Our Kind of Cruelty

They say visiting time lasts for two hours but I often hear inmates shouting from their cells about how they only get an hour and a half and their (insert a female name here) has had to travel seven hours to visit them. Elaine was my first visitor so I have no idea if the hour and a half we spent together was normal or not, but I could have done with the time being halved. In the end she gave up trying to ask me about the case and began one of the polite conversations I’d heard her have too many times with neighbours and shopkeepers. I couldn’t bear that and almost wished we could go back to talking about what I’d done. It felt like I was falling away from her eyes, as if the more she looked at me the less she could see me, so all she could think to say was how awful the fog was and what did they serve for Christmas dinner in here?
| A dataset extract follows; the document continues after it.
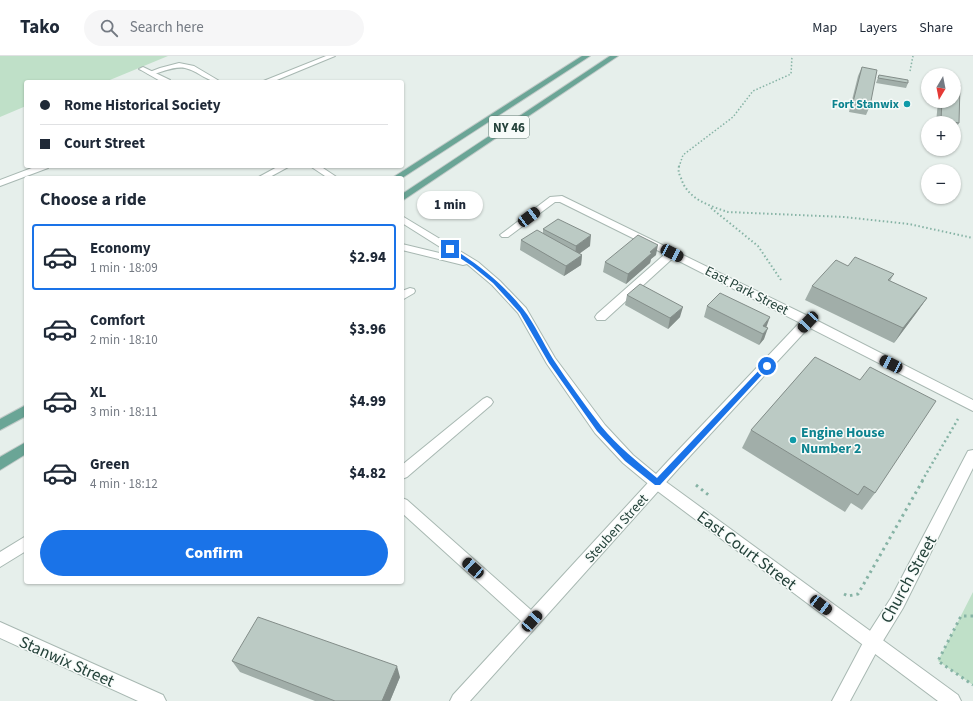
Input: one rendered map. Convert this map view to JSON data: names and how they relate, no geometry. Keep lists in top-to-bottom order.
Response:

As soon as Elaine left I wished I’d been brave enough to tell her what I really thought: V had married Angus because she believed herself to be in love with him because of the pain I’d caused her with Carly. She thought I didn’t love her any more and made herself believe she was in love with Angus. It is even possible that she still doubts my love, which would explain why she is accusing me of assault: because she can’t believe I meant it when I kissed her. She didn’t want Angus dead, but she didn’t want to remain married to him and she needed my help to achieve this, help she asked for in a way only I would be able to interpret.

If only I could write to V or speak to her just once on the phone. I want to soothe her mind and lay my reassurances all over her fears. I know V inside out and I know how she works and what she thinks. She isn’t as strong as she likes to make out and she isn’t particularly sure of herself. I can’t bear to think of her out in the world by herself without me and if that means enclosing her in a concrete box for a few years, then that is the kindest thing to do. We will both be in our protective cells, and that is a comforting thought. Once the trial is over Xander says we will be allowed to write to each other and I plan to do so every day, throwing my love at her until she realises I absolutely do mean it. I will remind her how she once told Suzi she found the idea of writing letters romantic. We will have years of letters, letters we can tie together with ribbon and keep forever.

After I got back from seeing Elaine I read my mother’s article and my first thought was to set it on fire, but in the end I just threw it away. My mother, Michelle Hayes, forty-eight, now lives in Bermondsey with Darren Hatton, forty-one, and their nine-year-old daughter Kimberley. She has ‘been saved’. She regrets my upbringing, but I was a very difficult child. She thinks Verity looks like a nasty piece of work. I’m not a murderer, not her son, no. I must have been persuaded to do it somehow, there’s no way she’ll ever believe otherwise.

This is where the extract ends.